The Jayhawks (25-3, 13-2) have a chance to win the Big 12 title outright with a victory Saturday at Texas. But one of the benefits to wrapping things up so early in the conference race, with three games to go, is that they can enjoy a release of pressure before the Big 12 Tournament begins. Once that starts, it won’t let up until the season is over.
“I think right now what we have to do is stay fresh, minds and bodies, work on some things we aren’t doing as well as we should, and play with a freer mind,” Self said. “Whether you see it or not, these guys operate under pressure. They get everyone’s best shot. TCU was great. They get most everybody’s best shot. They don’t want to be the team that doesn’t (win the conference), ever since year three or four.

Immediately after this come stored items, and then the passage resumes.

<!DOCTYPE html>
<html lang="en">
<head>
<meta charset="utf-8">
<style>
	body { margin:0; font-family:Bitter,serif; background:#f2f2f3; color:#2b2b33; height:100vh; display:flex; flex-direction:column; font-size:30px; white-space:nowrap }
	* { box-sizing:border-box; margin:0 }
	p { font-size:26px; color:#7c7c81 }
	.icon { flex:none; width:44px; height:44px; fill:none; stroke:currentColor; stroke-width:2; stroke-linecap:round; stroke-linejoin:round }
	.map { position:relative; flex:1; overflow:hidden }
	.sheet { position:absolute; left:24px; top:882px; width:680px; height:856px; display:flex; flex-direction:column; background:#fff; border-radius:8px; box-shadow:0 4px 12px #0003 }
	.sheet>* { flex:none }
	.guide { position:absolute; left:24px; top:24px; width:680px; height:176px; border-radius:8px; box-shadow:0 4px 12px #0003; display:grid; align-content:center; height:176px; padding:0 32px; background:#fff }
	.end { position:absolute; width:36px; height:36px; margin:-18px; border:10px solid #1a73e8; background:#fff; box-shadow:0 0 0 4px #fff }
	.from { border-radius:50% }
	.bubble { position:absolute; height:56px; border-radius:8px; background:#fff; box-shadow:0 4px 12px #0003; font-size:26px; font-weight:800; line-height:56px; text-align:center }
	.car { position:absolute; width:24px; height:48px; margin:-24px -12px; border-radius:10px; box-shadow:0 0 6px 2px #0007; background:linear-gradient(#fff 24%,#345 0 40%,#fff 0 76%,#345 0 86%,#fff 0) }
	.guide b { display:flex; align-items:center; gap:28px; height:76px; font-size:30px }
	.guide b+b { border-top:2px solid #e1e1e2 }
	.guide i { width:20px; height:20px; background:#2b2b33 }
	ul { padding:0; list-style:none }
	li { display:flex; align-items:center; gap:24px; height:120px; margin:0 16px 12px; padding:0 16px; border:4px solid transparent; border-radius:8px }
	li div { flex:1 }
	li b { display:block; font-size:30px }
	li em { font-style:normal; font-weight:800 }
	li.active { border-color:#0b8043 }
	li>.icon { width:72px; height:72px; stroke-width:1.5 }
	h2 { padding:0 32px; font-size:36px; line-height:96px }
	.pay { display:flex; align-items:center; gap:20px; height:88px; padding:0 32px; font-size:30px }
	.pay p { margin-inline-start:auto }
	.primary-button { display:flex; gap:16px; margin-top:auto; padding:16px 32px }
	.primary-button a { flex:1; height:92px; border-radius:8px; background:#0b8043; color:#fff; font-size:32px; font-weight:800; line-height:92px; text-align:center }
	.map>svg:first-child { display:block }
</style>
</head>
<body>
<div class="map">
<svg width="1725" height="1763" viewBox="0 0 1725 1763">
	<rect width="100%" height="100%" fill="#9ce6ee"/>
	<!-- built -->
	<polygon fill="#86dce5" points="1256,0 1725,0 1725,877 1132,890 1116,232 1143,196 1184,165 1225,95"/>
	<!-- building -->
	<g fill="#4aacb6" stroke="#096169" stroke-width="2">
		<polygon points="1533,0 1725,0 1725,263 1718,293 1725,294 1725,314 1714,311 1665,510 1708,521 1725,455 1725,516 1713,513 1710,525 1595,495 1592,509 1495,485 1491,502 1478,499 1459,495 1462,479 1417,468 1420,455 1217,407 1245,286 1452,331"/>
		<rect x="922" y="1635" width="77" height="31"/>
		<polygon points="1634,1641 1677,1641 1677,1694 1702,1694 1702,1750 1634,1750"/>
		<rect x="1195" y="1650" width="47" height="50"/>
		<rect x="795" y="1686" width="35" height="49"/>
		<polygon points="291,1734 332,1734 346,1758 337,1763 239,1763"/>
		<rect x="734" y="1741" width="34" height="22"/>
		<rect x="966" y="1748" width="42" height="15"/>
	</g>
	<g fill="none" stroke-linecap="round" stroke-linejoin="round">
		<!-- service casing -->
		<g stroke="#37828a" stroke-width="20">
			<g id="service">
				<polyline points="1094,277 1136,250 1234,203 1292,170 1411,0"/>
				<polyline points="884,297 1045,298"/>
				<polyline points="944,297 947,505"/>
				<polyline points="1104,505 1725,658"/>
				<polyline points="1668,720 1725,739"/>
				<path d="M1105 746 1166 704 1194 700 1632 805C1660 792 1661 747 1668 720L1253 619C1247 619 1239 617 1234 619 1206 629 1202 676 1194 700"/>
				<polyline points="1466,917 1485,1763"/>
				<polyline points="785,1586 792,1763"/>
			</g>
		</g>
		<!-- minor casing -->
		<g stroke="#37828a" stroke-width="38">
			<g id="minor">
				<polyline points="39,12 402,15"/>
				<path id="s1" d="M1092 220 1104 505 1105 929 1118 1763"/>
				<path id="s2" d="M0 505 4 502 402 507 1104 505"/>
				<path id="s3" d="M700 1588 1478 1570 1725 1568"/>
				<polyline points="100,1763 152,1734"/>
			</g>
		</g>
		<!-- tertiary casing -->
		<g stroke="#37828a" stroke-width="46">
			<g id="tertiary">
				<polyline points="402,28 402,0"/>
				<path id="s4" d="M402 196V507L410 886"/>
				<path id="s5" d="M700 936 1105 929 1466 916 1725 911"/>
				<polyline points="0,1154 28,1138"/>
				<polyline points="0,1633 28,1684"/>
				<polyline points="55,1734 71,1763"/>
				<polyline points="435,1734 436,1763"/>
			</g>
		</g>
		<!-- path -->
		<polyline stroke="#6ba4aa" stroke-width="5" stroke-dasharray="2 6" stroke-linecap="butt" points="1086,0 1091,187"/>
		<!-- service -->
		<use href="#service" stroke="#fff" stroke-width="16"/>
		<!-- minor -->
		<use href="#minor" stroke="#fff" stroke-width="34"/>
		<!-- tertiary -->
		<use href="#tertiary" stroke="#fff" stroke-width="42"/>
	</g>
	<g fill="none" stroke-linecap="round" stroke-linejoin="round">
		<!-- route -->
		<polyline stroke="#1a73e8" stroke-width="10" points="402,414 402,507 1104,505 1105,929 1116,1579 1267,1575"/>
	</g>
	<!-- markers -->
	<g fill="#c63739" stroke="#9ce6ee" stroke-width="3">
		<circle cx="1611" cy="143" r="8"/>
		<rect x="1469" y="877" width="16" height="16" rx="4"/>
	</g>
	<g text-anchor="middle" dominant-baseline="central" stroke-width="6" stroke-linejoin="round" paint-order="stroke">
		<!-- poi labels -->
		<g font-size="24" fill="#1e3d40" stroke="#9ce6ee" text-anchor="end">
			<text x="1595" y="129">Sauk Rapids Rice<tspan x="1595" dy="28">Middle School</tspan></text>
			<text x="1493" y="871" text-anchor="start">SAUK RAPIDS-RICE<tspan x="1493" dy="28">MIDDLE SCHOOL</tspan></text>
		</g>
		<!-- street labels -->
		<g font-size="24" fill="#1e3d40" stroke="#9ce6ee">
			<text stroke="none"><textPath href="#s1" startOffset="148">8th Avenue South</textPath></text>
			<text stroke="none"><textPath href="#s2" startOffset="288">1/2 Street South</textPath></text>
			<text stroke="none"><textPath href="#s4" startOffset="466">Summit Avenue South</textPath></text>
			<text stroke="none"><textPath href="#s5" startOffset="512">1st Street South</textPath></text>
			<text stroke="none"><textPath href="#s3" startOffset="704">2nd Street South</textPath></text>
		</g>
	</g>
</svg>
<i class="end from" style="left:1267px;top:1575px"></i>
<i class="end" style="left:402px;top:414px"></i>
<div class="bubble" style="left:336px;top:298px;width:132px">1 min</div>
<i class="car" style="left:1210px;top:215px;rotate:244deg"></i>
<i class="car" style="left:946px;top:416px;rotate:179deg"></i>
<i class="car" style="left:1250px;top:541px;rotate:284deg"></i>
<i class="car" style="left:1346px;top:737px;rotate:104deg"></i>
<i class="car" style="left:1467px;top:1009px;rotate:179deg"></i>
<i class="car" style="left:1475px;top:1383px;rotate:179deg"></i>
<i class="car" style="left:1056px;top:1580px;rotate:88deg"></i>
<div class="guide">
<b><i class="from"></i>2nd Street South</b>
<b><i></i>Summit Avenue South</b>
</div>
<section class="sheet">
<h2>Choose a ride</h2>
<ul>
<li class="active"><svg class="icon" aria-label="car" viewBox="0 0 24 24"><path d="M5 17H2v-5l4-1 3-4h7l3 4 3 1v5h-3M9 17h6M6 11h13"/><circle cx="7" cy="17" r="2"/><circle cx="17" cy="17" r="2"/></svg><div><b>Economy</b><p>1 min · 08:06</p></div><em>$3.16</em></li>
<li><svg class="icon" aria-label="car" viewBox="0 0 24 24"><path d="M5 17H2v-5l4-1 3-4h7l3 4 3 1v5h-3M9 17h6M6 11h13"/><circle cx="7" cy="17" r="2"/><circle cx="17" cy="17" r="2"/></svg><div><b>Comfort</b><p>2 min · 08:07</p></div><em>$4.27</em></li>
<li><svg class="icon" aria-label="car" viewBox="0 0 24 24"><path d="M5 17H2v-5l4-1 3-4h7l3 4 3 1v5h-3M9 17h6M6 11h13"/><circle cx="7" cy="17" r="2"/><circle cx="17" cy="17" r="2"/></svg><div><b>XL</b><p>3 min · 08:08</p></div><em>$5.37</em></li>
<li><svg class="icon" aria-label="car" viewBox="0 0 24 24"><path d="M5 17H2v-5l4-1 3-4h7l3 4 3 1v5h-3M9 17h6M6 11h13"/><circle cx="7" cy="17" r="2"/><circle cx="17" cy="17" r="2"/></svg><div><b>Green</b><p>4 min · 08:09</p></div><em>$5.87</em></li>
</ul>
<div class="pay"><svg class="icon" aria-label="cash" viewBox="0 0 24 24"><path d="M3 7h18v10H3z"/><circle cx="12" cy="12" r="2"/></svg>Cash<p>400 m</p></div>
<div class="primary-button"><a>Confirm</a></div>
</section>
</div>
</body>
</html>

“I think in the next two weeks, we can focus on trying to just play our best basketball we’ve played all year, because the pressure is off a little bit.”
Self isn’t planning to rest anybody, though, because there are still goals to achieve. The Jayhawks are positioned to receive a No. 1 seed in the NCAA Tournament, and with a regional final played just down the road in Kansas City, they could earn themselves a relatively easy path to the Final Four.
There are also individual honors: Frank Mason III is a leading candidate for national player of the year, Jackson could be the freshman of the year, and others are All-Big 12 and All-America candidates.
So while winning the Big 12 title is nice, as Rush said, the hard part is just beginning.
“We just have to stay focused and know we don’t have any pressure,” Jackson said. “We don’t have anything to prove to anybody. Just go out there and play our game and we’ll be fine.”